Al principio no daba crédito a lo que acababa de escuchar: que el presidente del Gobierno, Pedro Sánchez, se iba a reunir con los presidentes autonómicos en el convento salmantino de San Esteban. Se podía explicar como que la Universidad había dicho que nones, que saltaban las alarmas si el inquilino de La Moncloa entraba en el Paraninfo o que los otros lugares disponibles en la ciudad estaban relacionados con la estancia de Francisco Franco durante la guerra civil.

A lo mejor se podía interpretar como una conversión saulina de Sánchez a todo lo que ha renegado hasta el momento. Así, acudir a un convento de dominicos, con dirección postal en la plaza del Concilio de Trento número 1, frente a las dominicas de Las Dueñas, que hacen unos amarguillos que están en el top de la dulcería conventual española, tenía su morbo. No porque aquel noble edificio sea una cuna del saber desde hace siglos sino porque simboliza todo lo que Sánchez desmonta desde que llegó al poder.

La Escuela de Salamanca, focalizada en este convento de San Esteban, es la mejor de las enmiendas a la totalidad al Gobierno de la nación. Desde la política económica a la política exterior, con fundamentos que desde esta ciudad castellana se irradiaron en su momento hacia otros países en donde aún siguen vigentes.

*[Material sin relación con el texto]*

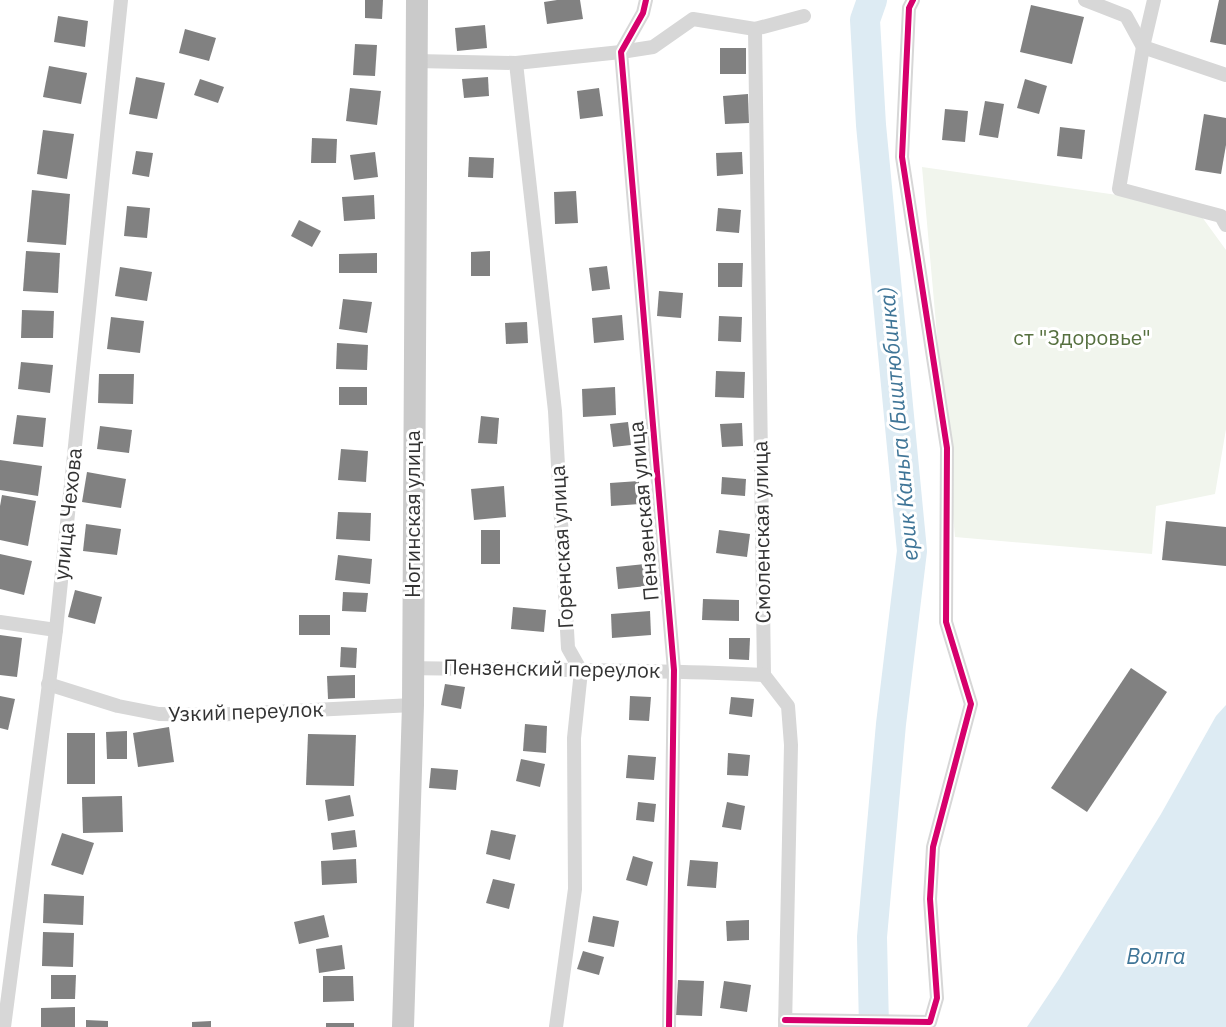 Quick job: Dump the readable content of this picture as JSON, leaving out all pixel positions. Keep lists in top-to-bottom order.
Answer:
{
  "streets": {
    "main road": ["Ногинская улица"],
    "street": [
      "Пензенская улица",
      "улица Чехова",
      "Смоленская улица",
      "Горенская улица",
      "Пензенский переулок",
      "Узкий переулок"
    ]
  },
  "crossings": [
    ["Пензенская улица", "Пензенский переулок"],
    ["улица Чехова", "Узкий переулок"],
    ["Ногинская улица", "Пензенский переулок"],
    ["Ногинская улица", "Узкий переулок"],
    ["Смоленская улица", "Пензенский переулок"],
    ["Горенская улица", "Пензенский переулок"]
  ],
  "water": ["ерик Каньга (Биштюбинка)", "Волга"],
  "parks": ["ст \"Здоровье\""]
} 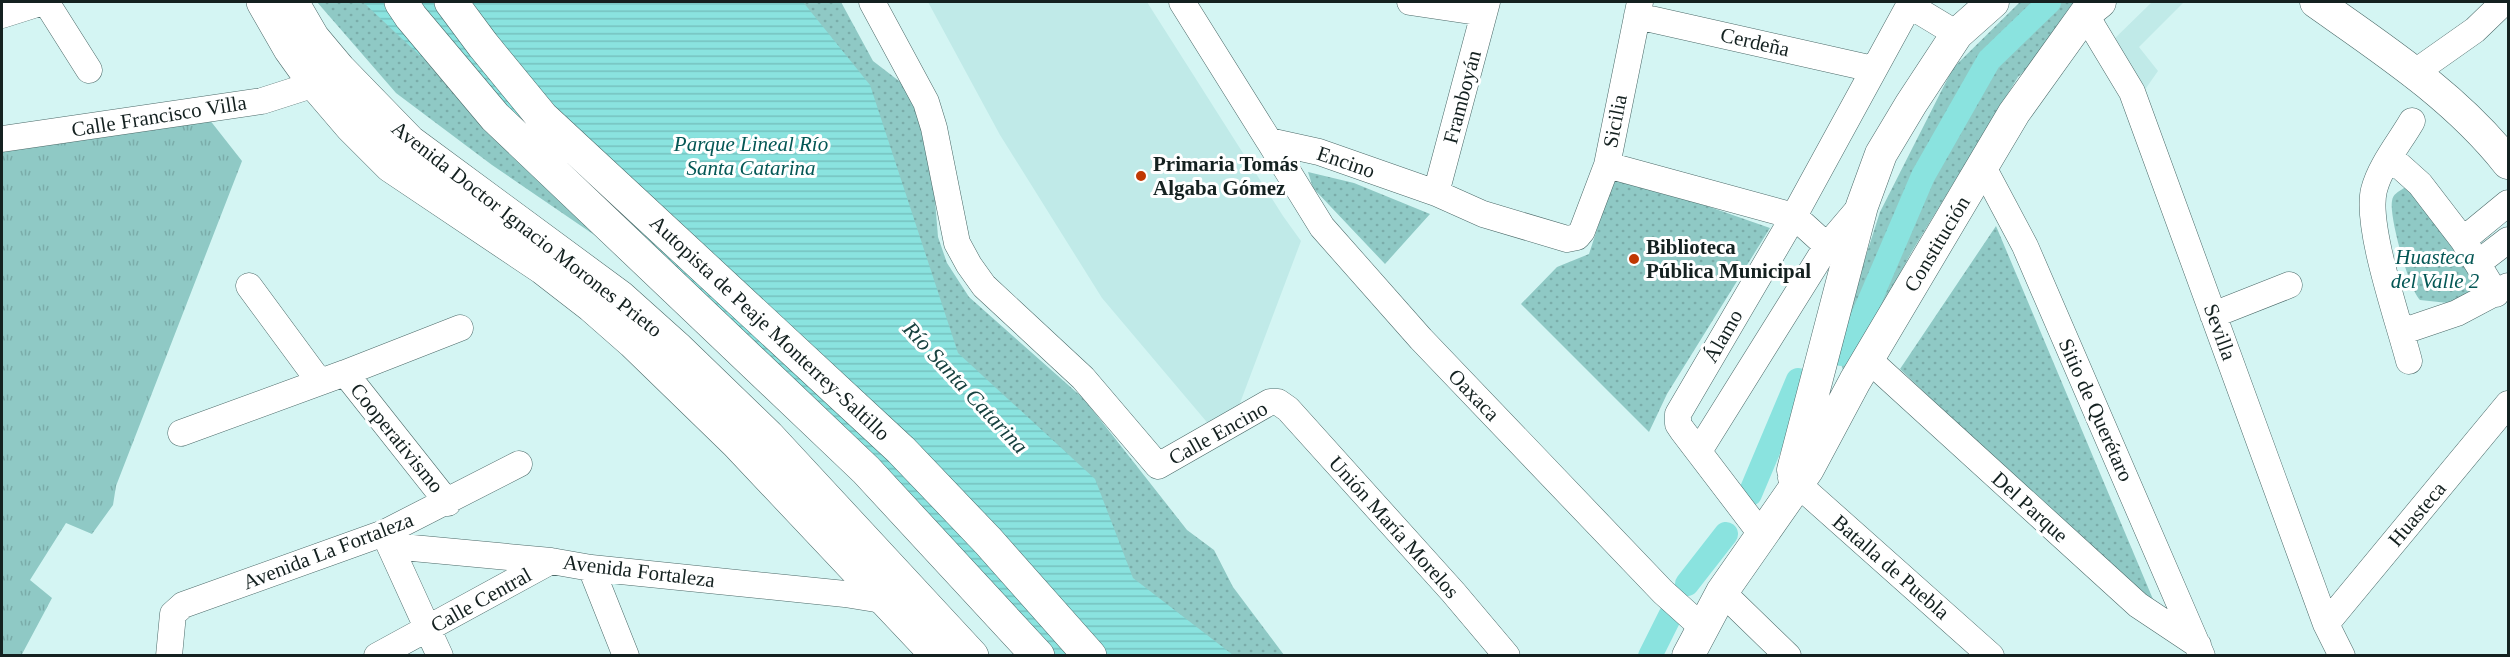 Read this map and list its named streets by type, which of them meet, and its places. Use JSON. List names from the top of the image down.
{
  "streets": {
    "main road": ["Avenida Doctor Ignacio Morones Prieto", "Autopista de Peaje Monterrey-Saltillo"],
    "street": [
      "Cerdeña",
      "Framboyán",
      "Calle Francisco Villa",
      "Sicilia",
      "Encino",
      "Constitución",
      "Sevilla",
      "Álamo",
      "Oaxaca",
      "Sitio de Querétaro",
      "Calle Encino",
      "Cooperativismo",
      "Del Parque",
      "Huasteca",
      "Unión María Morelos",
      "Avenida La Fortaleza",
      "Batalla de Puebla",
      "Avenida Fortaleza",
      "Calle Central"
    ]
  },
  "crossings": [
    ["Cerdeña", "Sicilia"],
    ["Cerdeña", "Álamo"],
    ["Framboyán", "Encino"],
    ["Calle Francisco Villa", "Avenida Doctor Ignacio Morones Prieto"],
    ["Sicilia", "Encino"],
    ["Encino", "Oaxaca"],
    ["Avenida Doctor Ignacio Morones Prieto", "Avenida Fortaleza"],
    ["Constitución", "Sevilla"],
    ["Constitución", "Álamo"],
    ["Constitución", "Oaxaca"],
    ["Constitución", "Sitio de Querétaro"],
    ["Constitución", "Del Parque"],
    ["Constitución", "Batalla de Puebla"],
    ["Sevilla", "Huasteca"],
    ["Sitio de Querétaro", "Del Parque"],
    ["Calle Encino", "Unión María Morelos"],
    ["Cooperativismo", "Avenida La Fortaleza"],
    ["Avenida La Fortaleza", "Avenida Fortaleza"],
    ["Avenida Fortaleza", "Calle Central"]
  ],
  "water": ["Río Santa Catarina"],
  "parks": ["Parque Lineal Río Santa Catarina", "Huasteca del Valle 2"],
  "places": ["Primaria Tomás Algaba Gómez", "Biblioteca Pública Municipal"]
} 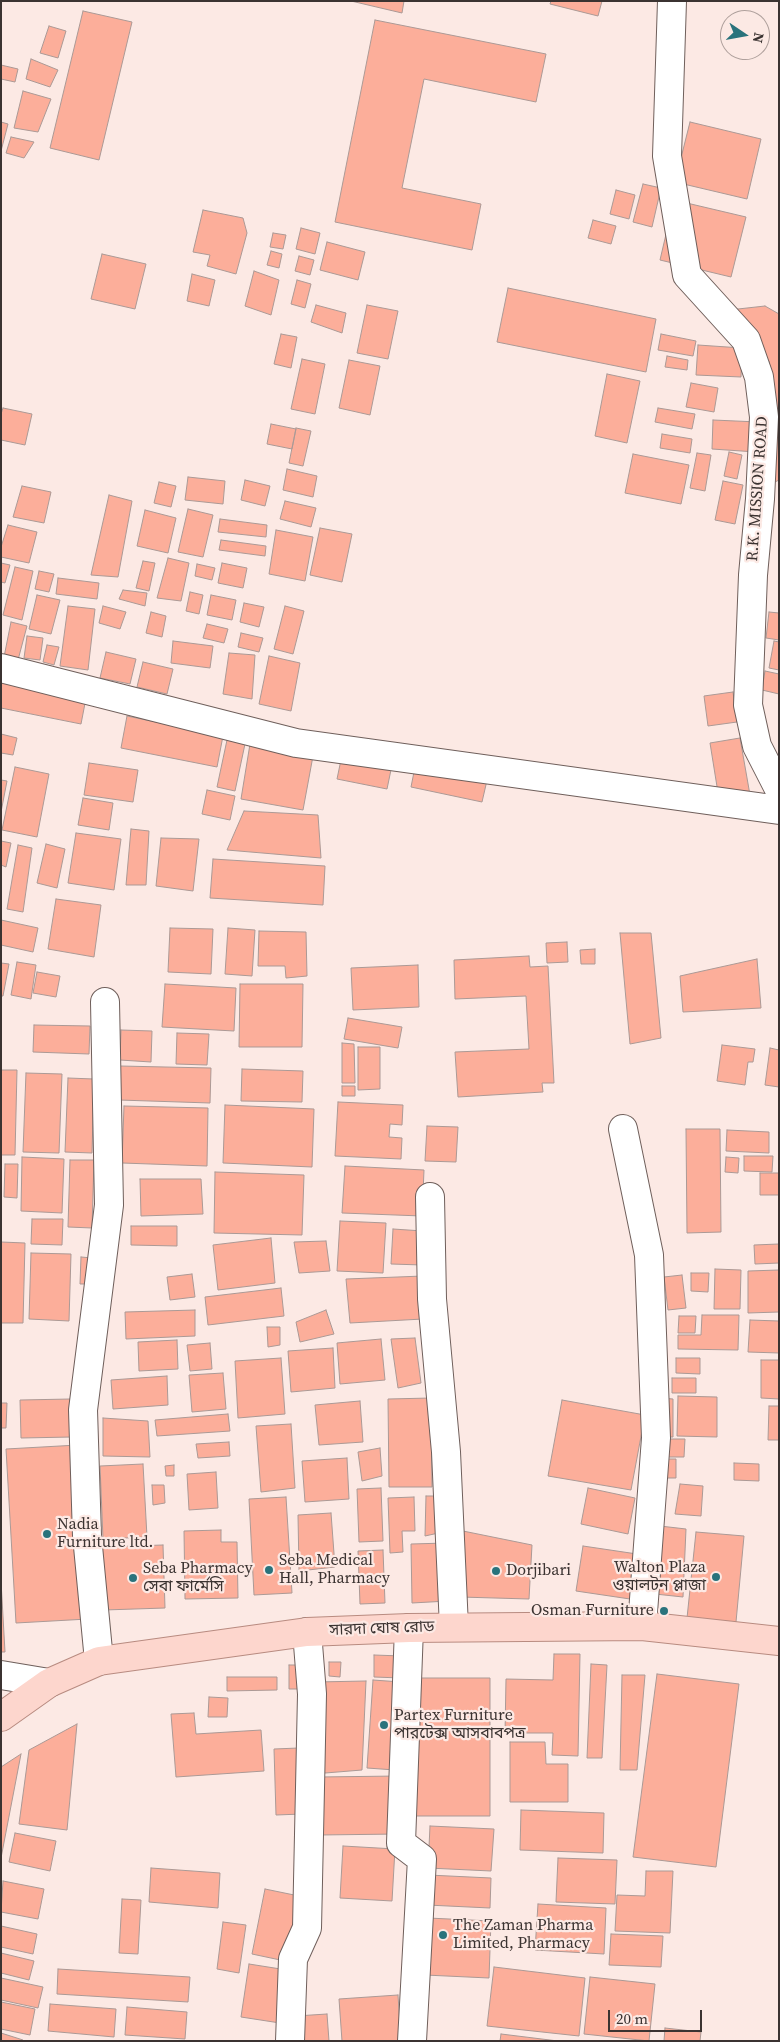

Sospecho que Sánchez es ajeno a lo que San Esteban es y significa. En las fotos en las que se le ve paseando con un fraile no lo imagino preguntando por los últimos títulos publicados por la editorial que tiene su sede en este convento, ni por la actualización de la obra del padre Juan de Mariana. Imagino que tampoco machacó al modesto fraile con sus lecturas sobre el padre Suárez o Francisco de Vitoria, no.

Nadie explica si en esa ruta por el interior de San Esteban pasaron por el sepulcro de Fernando Álvarez de Toledo, el gran duque de Alba, y Sánchez afirmó conocerlo porque salía en la serie ‘Carlos Rey Emperador’ -nivelazo total- ni tampoco sabemos si es verdad que cuando alguien habló del derecho de gentes él no reconoció al mejor y más eficaz antídoto contra la llamada leyenda negra, el indigenismo y el bolivarianismo que tanto cariño les presta.

Me cuesta creer que Sánchez fuera a San Esteban sabiendo lo que significa tanto para España como para la civilización occidental, conceptos que él pone en duda un día sí y al otro también. También es difícil imaginar que esta reunión de presidentes autonómicos fuese un espaldarazo a la ingente doctrina de todo tipo que emanó de este convento en el Siglo de Oro.

¿Fue todo esto una encerrona de Mañueco? No lo creo. Como tampoco quiero creer que Pedro Sánchez montara toda esta parafernalia para reírse de lo que significa la Escuela de Salamanca.